Items from a dataset
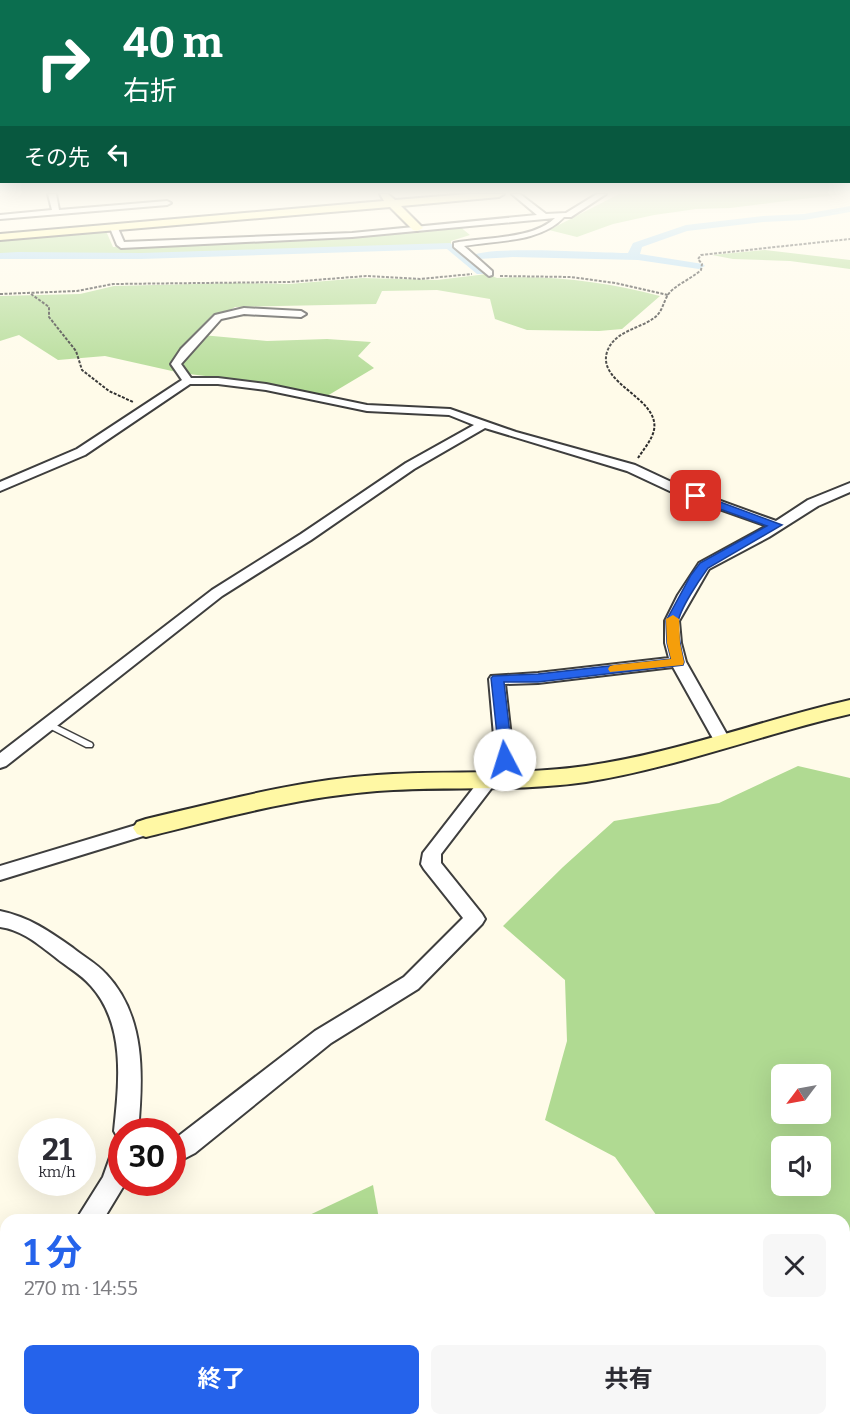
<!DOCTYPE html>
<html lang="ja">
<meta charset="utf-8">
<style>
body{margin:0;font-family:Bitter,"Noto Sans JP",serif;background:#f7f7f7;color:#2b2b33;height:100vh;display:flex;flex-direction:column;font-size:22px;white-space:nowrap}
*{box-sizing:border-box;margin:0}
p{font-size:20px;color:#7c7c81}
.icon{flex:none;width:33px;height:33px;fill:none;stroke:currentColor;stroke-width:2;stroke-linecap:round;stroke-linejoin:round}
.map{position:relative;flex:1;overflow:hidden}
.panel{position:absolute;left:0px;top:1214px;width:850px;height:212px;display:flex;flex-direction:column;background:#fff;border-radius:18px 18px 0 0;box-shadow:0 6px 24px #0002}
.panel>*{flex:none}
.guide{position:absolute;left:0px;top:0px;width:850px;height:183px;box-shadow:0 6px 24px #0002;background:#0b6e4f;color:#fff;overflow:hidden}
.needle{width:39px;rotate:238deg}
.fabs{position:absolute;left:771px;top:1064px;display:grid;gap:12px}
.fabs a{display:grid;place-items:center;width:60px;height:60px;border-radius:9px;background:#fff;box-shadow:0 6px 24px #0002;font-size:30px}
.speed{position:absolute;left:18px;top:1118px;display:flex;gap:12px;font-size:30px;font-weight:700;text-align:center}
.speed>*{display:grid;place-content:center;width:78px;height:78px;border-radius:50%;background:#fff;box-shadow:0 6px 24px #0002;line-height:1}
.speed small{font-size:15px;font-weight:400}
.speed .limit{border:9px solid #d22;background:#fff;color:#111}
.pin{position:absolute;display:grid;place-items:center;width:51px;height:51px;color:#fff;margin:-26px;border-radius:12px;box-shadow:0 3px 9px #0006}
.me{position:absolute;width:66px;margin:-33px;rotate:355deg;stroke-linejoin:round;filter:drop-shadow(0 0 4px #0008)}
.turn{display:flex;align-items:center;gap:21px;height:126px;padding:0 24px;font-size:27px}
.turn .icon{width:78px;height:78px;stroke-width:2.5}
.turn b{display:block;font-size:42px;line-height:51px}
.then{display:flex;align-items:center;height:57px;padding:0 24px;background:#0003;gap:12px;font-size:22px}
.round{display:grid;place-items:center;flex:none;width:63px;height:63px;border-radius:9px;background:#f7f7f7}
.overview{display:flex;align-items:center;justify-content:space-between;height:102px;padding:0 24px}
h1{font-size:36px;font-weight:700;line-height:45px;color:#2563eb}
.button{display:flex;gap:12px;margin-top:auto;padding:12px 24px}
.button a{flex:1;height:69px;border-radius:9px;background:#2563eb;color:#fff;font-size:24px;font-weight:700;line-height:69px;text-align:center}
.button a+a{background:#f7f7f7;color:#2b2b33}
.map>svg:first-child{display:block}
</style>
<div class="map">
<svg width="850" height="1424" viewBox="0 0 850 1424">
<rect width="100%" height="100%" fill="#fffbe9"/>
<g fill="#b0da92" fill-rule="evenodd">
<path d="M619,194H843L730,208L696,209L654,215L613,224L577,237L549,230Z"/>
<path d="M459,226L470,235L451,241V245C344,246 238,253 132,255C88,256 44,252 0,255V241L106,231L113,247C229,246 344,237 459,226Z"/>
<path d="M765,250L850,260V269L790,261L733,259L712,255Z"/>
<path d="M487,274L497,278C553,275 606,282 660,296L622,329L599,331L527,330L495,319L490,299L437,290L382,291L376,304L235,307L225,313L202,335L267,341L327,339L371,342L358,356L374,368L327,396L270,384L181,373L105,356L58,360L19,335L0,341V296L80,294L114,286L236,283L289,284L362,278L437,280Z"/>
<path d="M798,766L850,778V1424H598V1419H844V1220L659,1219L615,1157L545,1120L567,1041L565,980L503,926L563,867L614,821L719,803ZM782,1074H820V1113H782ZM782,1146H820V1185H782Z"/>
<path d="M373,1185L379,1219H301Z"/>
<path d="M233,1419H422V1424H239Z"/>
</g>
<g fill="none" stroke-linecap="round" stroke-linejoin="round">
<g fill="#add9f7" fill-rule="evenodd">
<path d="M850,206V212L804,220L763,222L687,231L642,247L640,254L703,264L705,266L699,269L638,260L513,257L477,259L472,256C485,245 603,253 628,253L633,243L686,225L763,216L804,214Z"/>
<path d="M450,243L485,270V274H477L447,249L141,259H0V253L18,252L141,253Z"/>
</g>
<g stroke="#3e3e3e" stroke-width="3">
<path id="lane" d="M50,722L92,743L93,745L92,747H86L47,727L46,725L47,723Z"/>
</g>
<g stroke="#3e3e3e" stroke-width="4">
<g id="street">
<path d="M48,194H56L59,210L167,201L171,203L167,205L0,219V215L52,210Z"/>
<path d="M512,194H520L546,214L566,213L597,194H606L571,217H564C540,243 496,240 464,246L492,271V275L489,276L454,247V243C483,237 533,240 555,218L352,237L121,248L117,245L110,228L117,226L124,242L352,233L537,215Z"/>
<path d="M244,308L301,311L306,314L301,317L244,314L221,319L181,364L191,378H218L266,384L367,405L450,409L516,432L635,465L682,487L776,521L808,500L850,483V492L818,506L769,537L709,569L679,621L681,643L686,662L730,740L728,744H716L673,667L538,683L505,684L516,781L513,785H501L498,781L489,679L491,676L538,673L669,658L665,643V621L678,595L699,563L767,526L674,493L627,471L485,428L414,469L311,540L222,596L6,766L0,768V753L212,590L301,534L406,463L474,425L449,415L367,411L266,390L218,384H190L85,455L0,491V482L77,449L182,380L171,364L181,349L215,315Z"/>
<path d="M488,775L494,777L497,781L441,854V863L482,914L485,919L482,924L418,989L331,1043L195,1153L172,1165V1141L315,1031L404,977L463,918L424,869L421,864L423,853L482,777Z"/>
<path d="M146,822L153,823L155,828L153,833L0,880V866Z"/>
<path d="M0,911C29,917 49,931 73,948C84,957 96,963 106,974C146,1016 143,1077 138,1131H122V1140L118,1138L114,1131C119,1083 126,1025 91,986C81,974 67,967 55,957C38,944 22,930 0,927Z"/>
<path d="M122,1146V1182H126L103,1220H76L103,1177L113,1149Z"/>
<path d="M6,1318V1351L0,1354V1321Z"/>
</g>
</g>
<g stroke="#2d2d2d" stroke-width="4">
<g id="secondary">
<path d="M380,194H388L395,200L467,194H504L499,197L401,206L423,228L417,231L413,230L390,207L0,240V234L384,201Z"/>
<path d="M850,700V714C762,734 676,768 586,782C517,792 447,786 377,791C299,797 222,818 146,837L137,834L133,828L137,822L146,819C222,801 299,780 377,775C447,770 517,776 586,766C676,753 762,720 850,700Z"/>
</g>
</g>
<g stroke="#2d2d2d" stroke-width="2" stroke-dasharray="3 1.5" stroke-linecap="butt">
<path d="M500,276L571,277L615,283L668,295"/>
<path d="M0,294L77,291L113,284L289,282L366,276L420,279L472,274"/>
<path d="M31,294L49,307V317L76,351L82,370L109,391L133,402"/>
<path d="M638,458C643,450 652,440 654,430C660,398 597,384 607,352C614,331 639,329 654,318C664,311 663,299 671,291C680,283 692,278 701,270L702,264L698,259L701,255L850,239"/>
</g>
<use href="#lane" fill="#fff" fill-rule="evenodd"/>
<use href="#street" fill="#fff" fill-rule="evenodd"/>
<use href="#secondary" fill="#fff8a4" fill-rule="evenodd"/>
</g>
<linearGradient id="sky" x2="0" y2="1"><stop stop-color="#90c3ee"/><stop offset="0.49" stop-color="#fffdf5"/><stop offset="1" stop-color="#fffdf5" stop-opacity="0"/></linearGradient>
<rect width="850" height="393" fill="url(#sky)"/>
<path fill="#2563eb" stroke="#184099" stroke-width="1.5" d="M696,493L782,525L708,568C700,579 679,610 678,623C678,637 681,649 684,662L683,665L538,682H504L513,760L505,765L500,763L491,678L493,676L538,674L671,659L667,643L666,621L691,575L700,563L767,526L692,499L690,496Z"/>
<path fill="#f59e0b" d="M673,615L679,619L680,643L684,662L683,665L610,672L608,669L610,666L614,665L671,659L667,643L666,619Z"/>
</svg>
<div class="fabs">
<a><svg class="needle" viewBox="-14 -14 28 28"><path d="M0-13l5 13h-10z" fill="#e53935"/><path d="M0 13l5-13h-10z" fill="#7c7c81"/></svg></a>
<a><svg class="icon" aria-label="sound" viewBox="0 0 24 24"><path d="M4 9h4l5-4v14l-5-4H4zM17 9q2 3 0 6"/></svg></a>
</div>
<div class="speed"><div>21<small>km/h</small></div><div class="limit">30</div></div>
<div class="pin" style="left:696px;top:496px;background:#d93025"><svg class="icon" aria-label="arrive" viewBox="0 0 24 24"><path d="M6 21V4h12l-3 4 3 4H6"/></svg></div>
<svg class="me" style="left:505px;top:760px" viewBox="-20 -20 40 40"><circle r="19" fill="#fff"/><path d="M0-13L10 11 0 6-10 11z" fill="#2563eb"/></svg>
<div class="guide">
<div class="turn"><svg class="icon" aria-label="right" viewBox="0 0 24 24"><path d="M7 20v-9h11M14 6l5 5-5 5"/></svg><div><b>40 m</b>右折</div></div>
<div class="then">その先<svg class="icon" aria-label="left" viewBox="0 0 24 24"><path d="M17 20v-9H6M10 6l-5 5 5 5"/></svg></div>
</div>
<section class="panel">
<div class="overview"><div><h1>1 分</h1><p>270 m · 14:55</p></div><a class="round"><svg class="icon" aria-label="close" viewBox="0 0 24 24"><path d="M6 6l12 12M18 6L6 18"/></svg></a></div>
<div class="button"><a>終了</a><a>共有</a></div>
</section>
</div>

• [YOUR ASSIGNMENT] Wherever a line holds the word "hidden", copy that line out of the entries above.

• [RESPONSE TO THIS TASK]
.map{position:relative;flex:1;overflow:hidden}
.guide{position:absolute;left:0px;top:0px;width:850px;height:183px;box-shadow:0 6px 24px #0002;background:#0b6e4f;color:#fff;overflow:hidden}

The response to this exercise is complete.